Across the entries below, determine how many lines include the word "speed". State only the resulting number.

---------- Input for this task

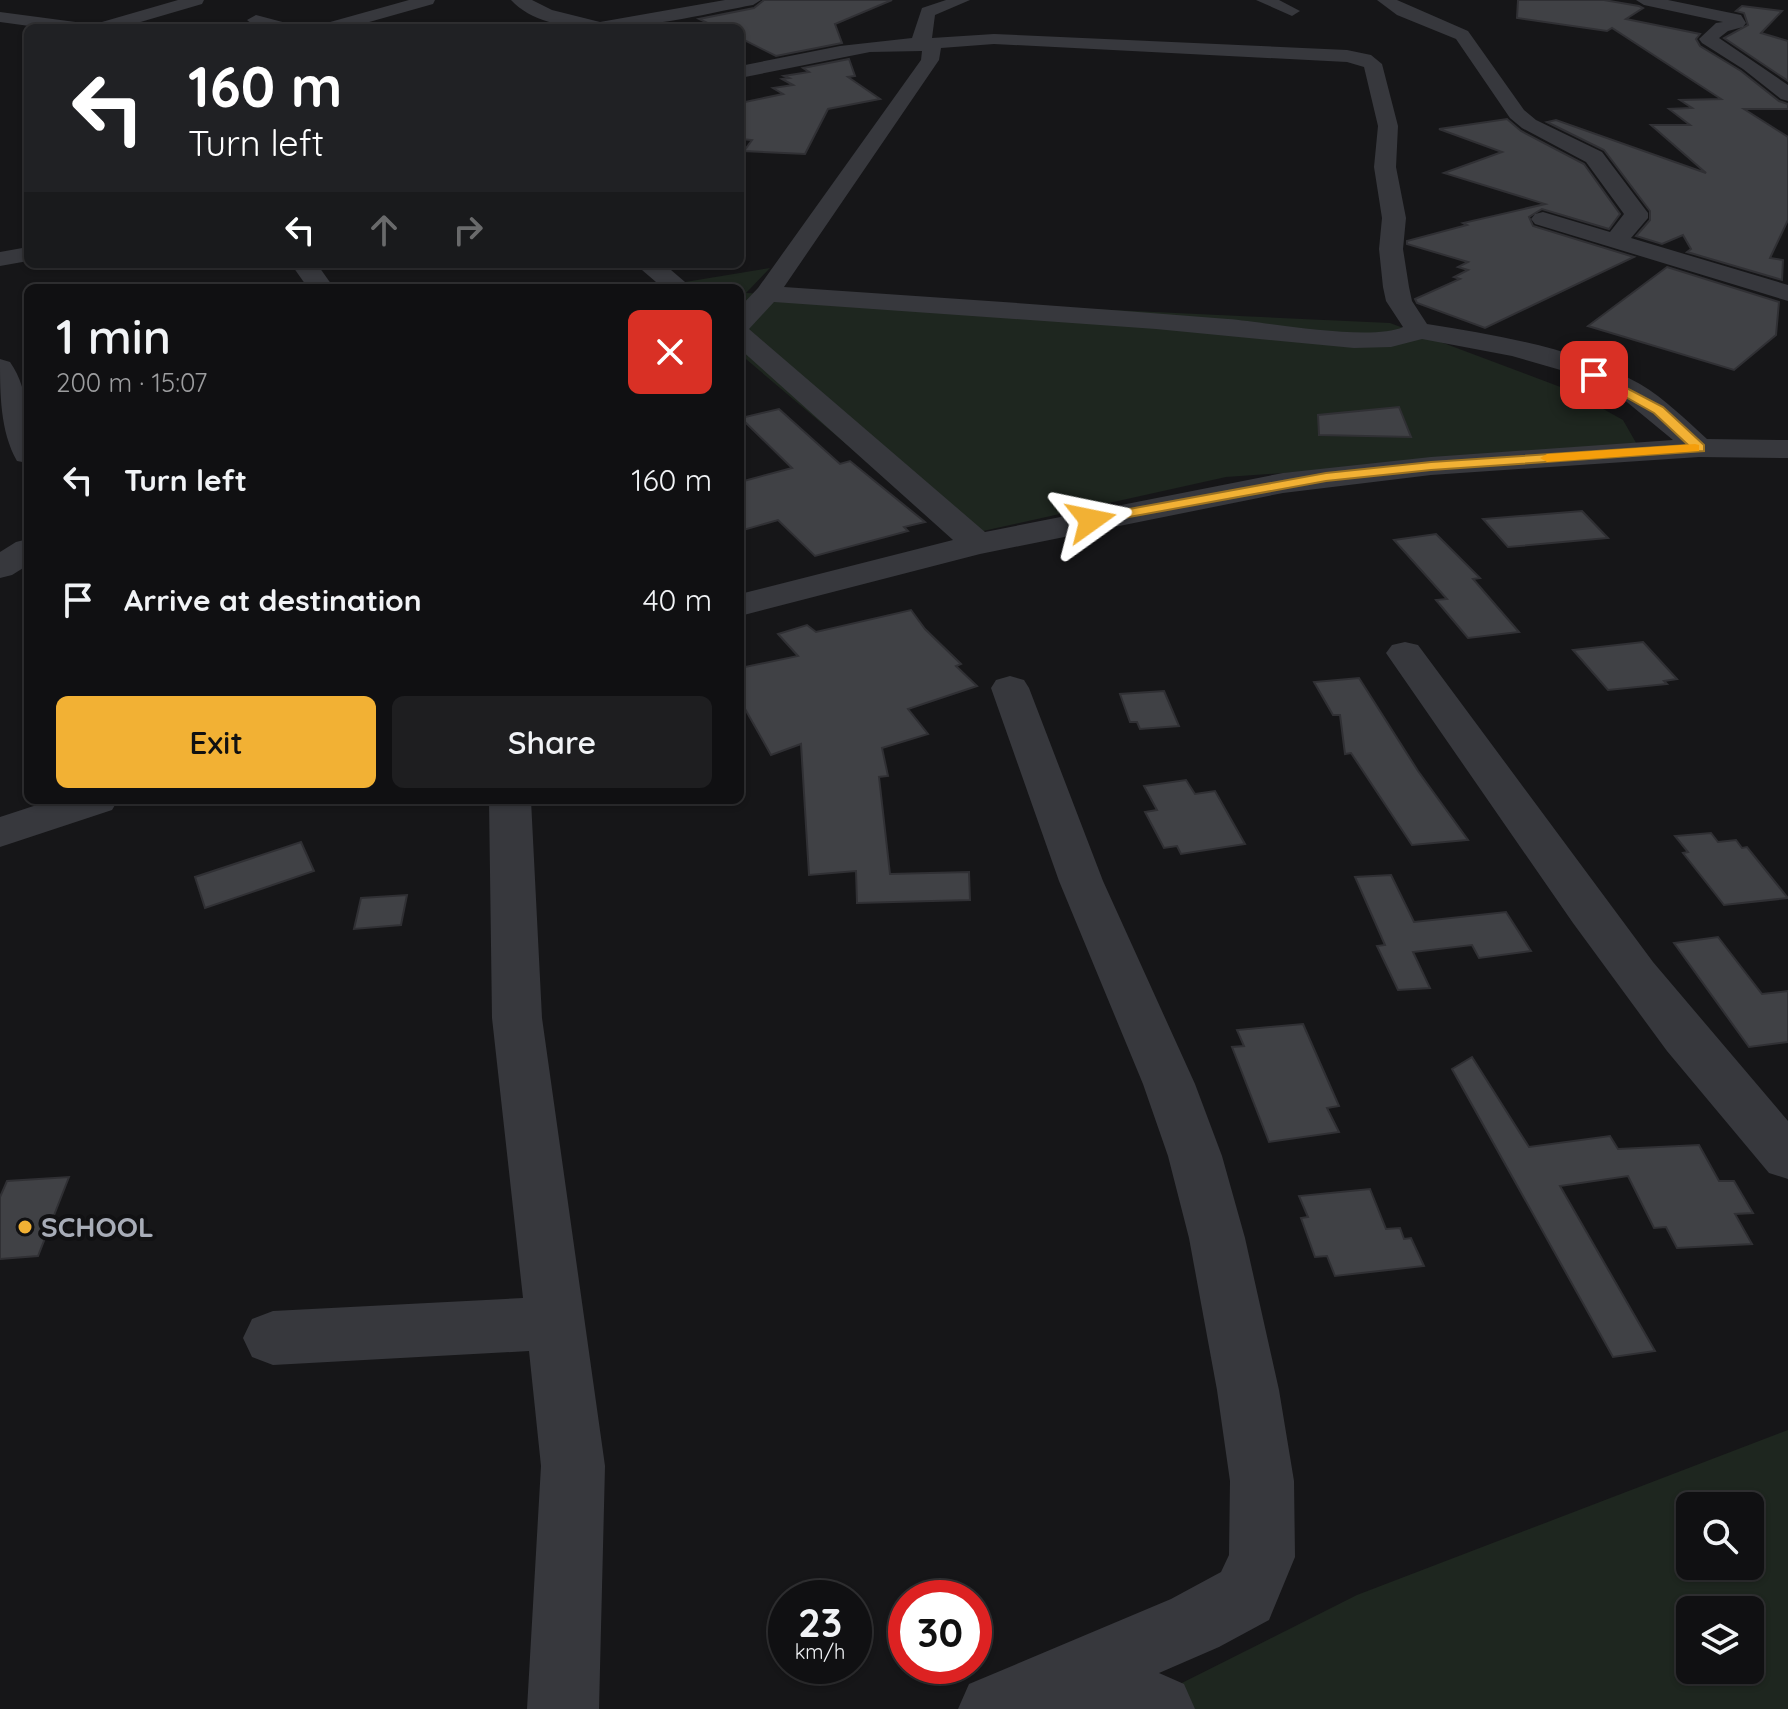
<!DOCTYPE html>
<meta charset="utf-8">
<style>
body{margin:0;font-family:Quicksand,sans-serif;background:#1e1e20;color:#f1f3f6;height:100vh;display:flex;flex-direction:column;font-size:30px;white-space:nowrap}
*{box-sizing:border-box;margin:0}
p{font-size:26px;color:#9c9d9f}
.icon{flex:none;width:44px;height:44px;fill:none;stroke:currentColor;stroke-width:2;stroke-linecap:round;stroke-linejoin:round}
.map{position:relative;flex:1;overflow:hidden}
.details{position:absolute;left:24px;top:284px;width:720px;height:520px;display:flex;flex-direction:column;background:#101012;border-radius:12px;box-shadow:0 2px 6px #0004,0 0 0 2px #303032}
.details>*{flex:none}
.guide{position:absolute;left:24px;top:24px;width:720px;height:244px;border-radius:12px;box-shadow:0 2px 6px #0004,0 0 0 2px #303032;background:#202124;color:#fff;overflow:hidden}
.tools{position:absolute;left:1676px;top:1492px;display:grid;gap:16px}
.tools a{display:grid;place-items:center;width:88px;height:88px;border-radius:12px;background:#101012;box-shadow:0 2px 6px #0004,0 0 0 2px #303032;font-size:40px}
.speed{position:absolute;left:768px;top:1580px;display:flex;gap:16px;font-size:40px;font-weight:700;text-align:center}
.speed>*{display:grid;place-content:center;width:104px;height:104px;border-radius:50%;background:#101012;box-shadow:0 2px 6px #0004,0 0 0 2px #303032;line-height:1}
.speed small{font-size:20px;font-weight:400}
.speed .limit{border:12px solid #d22;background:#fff;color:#111}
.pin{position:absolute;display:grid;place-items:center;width:68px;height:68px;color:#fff;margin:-34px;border-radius:16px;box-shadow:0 4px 12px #0006}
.me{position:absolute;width:88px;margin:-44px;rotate:78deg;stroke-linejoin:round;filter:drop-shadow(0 0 6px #0008)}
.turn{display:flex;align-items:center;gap:28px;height:168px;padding:0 32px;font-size:36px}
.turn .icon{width:104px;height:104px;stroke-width:2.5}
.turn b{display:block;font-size:56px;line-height:68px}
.lanes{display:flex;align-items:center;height:76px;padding:0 32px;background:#0003;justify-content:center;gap:40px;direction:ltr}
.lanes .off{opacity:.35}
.round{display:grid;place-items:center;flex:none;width:84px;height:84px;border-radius:12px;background:#1e1e20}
.headline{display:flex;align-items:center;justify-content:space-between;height:136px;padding:0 32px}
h1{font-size:48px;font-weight:600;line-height:60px}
.cta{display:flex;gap:16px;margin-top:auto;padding:16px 32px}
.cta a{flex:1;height:92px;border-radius:12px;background:#f2b134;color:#111;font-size:32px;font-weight:600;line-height:92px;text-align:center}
.cta a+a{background:#1e1e20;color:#f1f3f6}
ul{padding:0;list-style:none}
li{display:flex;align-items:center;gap:24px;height:120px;padding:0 32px}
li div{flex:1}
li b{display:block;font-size:30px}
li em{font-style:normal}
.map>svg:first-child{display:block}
.green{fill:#1e261f;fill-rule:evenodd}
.building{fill:#404145;stroke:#303034;stroke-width:2}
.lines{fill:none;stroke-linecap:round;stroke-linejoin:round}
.minor{fill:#37383d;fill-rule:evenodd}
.route{fill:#f2b134;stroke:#9d7322;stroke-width:2}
.slow{fill:#f59e0b}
.poi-dot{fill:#f2b134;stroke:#111113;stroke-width:3}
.labels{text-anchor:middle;stroke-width:8;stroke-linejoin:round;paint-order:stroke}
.near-poi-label{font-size:28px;font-weight:bold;fill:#a8adb8;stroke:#111113;text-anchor:start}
</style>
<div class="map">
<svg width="1788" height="1709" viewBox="0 0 1788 1709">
<rect width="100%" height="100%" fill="#161618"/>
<g class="green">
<polygon points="770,268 746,293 1390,323 1571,391 1623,420 1639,448 1226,477 956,537 740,354 740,288 661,286"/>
<path d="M1788,1430V1709H1130L1357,1595ZM1690,1506H1750V1566H1690ZM1690,1610H1750V1670H1690Z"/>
</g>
<g class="building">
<polygon points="764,0 892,0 835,24 842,43 776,56 740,38 740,28 718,28 699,19 754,8"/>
<polygon points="1518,0 1604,0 1639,6 1643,8 1626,19 1700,34 1696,39 1700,46 1741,71 1779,101 1788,104 1788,109 1744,109 1788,137 1788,220 1770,258 1783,260 1782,280 1687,252 1691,249 1683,235 1662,244 1636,236 1650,220 1650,211 1604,150 1547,122 1556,120 1706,173 1651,125 1690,125 1669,109 1692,108 1680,100 1721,99 1612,28 1607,31 1517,18"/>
<polygon points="1742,6 1782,11 1761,33 1788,41 1788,81 1724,38 1748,25 1744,13 1736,11"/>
<polygon points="849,59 855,76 848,77 880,99 828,109 805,154 744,151 752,140 740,139 740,103 783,94 773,88 793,85 782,79 789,78 784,76 809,72 803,68"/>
<polygon points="1507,119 1521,131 1584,164 1620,214 1609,229 1542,209 1529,217 1533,226 1634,257 1485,328 1417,303 1415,299 1460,279 1454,277 1468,270 1458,267 1468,262 1407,244 1407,241 1467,225 1463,223 1545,204 1444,173 1502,152 1439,129"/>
<polygon points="1667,267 1779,302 1776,335 1734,370 1588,326"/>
<polygon points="1399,407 1411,437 1319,435 1318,415"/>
<polygon points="779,409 840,464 850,461 925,522 904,527 908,531 815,556 778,520 740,531 740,482 792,468 741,418"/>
<polygon points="1582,511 1608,538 1508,547 1483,519"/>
<polygon points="1436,534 1480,578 1473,579 1519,632 1468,638 1436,600 1447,599 1394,540"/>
<polygon points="911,610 925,629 961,664 956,666 977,686 908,709 928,734 882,748 888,776 879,777 890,874 969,872 970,900 857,903 856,871 809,875 801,744 771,755 740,700 740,668 798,656 778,634 807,625 816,632"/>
<polygon points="1643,642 1677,679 1664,681 1667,684 1608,690 1573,650"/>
<polygon points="1359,678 1418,771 1468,840 1412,845 1351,753 1345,754 1340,715 1333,715 1314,682"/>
<polygon points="1164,691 1179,726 1140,729 1137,722 1130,722 1120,694"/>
<polygon points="1186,780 1195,794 1215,791 1245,844 1181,854 1177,846 1164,848 1145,812 1157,810 1144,786"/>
<polygon points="1711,833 1718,842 1736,840 1742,848 1747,847 1788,898 1724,905 1683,853 1688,852 1675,836"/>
<polygon points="301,842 314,871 205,908 195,877"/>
<polygon points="1391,875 1414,922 1506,912 1531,951 1479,958 1472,945 1413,952 1430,988 1398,990 1377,946 1385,945 1355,877"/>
<polygon points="407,895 401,925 354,929 361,898"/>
<polygon points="1718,937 1762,994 1788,991 1788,1042 1749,1047 1674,943"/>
<polygon points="1303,1024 1339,1106 1327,1108 1339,1132 1269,1142 1232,1047 1244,1046 1237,1030"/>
<polygon points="1472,1057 1529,1147 1610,1136 1618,1149 1699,1145 1719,1181 1734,1181 1753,1213 1735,1214 1752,1244 1677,1248 1666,1227 1654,1228 1628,1176 1560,1186 1655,1351 1613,1357 1452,1069"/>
<polygon points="69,1177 38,1256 0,1259 0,1197 7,1181"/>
<polygon points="1370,1189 1386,1229 1400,1228 1404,1239 1411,1238 1424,1266 1335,1276 1327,1256 1315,1257 1301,1218 1308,1217 1299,1196"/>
</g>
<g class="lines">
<g class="minor">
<polygon points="178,0 204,0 202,4 120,28 92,28 95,24"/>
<polygon points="409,0 435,0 433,4 348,28 320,28 323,24"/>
<path d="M511,0H532L552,10L600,22L725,0H761L753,5C691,16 560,53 511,0Z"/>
<path d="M946,0H970L935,15L932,38L994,34L1347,50L1371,55L1382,64L1398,126L1396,167L1406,218L1403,249L1409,287L1412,301L1427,324C1500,336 1575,347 1640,384C1665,399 1685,419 1707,439L1788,440V458L1699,457L1431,475L1283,493L980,554L740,616V594L953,540L740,349V307L758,288L921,60L922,51L870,52L740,78V66L840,46L912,38L922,8ZM994,44L1347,62L1364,67L1378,126L1374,167L1382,218L1379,249L1383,287L1386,301L1403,327C1370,342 1267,322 1228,319C1080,307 932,297 784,287L939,60L941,48ZM774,302L1156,329L1354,348L1391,347L1422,339L1512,356L1564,371L1622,398L1673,440L1431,457L1283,473L985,532L749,329Z"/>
<polygon points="1256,0 1279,0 1300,11 1292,16"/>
<polygon points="1377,0 1397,0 1468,31 1524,110 1536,120 1602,152 1648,213 1648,218 1631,238 1788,285 1788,301 1535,224 1531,219 1535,214 1543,212 1610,232 1624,214 1586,162 1522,128 1510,118 1456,39 1397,15"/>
<polygon points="1636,0 1668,0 1741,15 1746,23 1743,27 1728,31 1719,38 1788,85 1788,101 1781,99 1743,69 1702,43 1699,39 1716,23 1723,22 1644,5"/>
<polygon points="0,12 83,23 92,28 44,28 0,22"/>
<path d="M256,15L290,24L293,28C277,28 259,31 247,20Z"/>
<polygon points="28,247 28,261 0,266 0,252"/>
<polygon points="291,264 317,264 334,288 308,288"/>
<polygon points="635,264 664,264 692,288 663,288"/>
<path d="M0,359L10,362C31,392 28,429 28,463L17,461C0,431 0,393 0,359Z"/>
<polygon points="28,539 28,565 12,575 0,578 0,552 16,542"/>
<polygon points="1405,642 1418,645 1653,962 1788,1121 1788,1179 1769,1173 1667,1051 1573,923 1386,653 1392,645"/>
<polygon points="1010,676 1024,680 1029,688 1103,881 1195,1084 1222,1156 1245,1238 1279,1390 1294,1481 1295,1557 1269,1620 1219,1647 1159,1673 1184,1684 1195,1709 958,1709 969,1684 1171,1599 1221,1572 1229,1555 1230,1481 1217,1390 1189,1238 1168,1156 1143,1084 1059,881 991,688 996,680"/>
<polygon points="52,800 118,800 112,810 0,847 0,817"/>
<polygon points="489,800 531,800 542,1018 605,1466 599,1709 527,1709 541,1466 529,1351 273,1365 252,1357 243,1338 252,1319 273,1311 523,1298 492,1018"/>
</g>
</g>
<polygon class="route" points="1594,371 1663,407 1704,445 1704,451 1431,470 1326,481 1091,524 1084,520 1091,516 1326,473 1431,462 1688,445 1654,413 1590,377 1590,372"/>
<polygon class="slow" points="1695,444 1699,445 1699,451 1547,462 1540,458 1547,454"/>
<circle class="poi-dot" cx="25" cy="1227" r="8"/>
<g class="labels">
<g class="near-poi-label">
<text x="41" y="1237">SCHOOL</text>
</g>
</g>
</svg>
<div class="tools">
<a><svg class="icon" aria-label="search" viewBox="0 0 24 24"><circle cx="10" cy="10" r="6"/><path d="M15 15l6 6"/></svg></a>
<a><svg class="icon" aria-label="layers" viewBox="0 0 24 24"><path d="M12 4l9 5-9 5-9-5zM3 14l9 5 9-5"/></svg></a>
</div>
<div class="speed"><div>23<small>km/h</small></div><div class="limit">30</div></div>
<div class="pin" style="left:1594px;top:375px;background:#d93025"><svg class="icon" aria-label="arrive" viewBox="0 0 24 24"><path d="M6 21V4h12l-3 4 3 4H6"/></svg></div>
<svg class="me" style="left:1091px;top:520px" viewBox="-20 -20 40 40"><path d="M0-17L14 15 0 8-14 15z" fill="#f2b134" stroke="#fff" stroke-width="4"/></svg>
<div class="guide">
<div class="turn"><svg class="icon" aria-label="left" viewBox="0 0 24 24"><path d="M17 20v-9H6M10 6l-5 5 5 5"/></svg><div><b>160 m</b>Turn left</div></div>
<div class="lanes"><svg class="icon" aria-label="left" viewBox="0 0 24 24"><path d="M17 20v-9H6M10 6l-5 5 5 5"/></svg><svg class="icon off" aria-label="ahead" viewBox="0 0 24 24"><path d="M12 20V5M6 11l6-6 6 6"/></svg><svg class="icon off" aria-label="right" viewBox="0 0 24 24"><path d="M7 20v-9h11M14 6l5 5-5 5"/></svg></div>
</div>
<section class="details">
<div class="headline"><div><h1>1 min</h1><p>200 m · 15:07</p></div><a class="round" style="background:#d93025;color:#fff"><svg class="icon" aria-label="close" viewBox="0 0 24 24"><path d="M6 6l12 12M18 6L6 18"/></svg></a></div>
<ul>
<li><svg class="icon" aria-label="left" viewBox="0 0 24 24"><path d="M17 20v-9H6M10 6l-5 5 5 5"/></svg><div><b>Turn left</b></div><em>160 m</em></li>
<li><svg class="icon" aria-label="arrive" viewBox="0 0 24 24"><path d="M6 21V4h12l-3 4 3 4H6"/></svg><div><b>Arrive at destination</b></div><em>40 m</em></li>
</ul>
<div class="cta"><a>Exit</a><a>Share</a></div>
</section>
</div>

--------------------

- [Output of the task] 5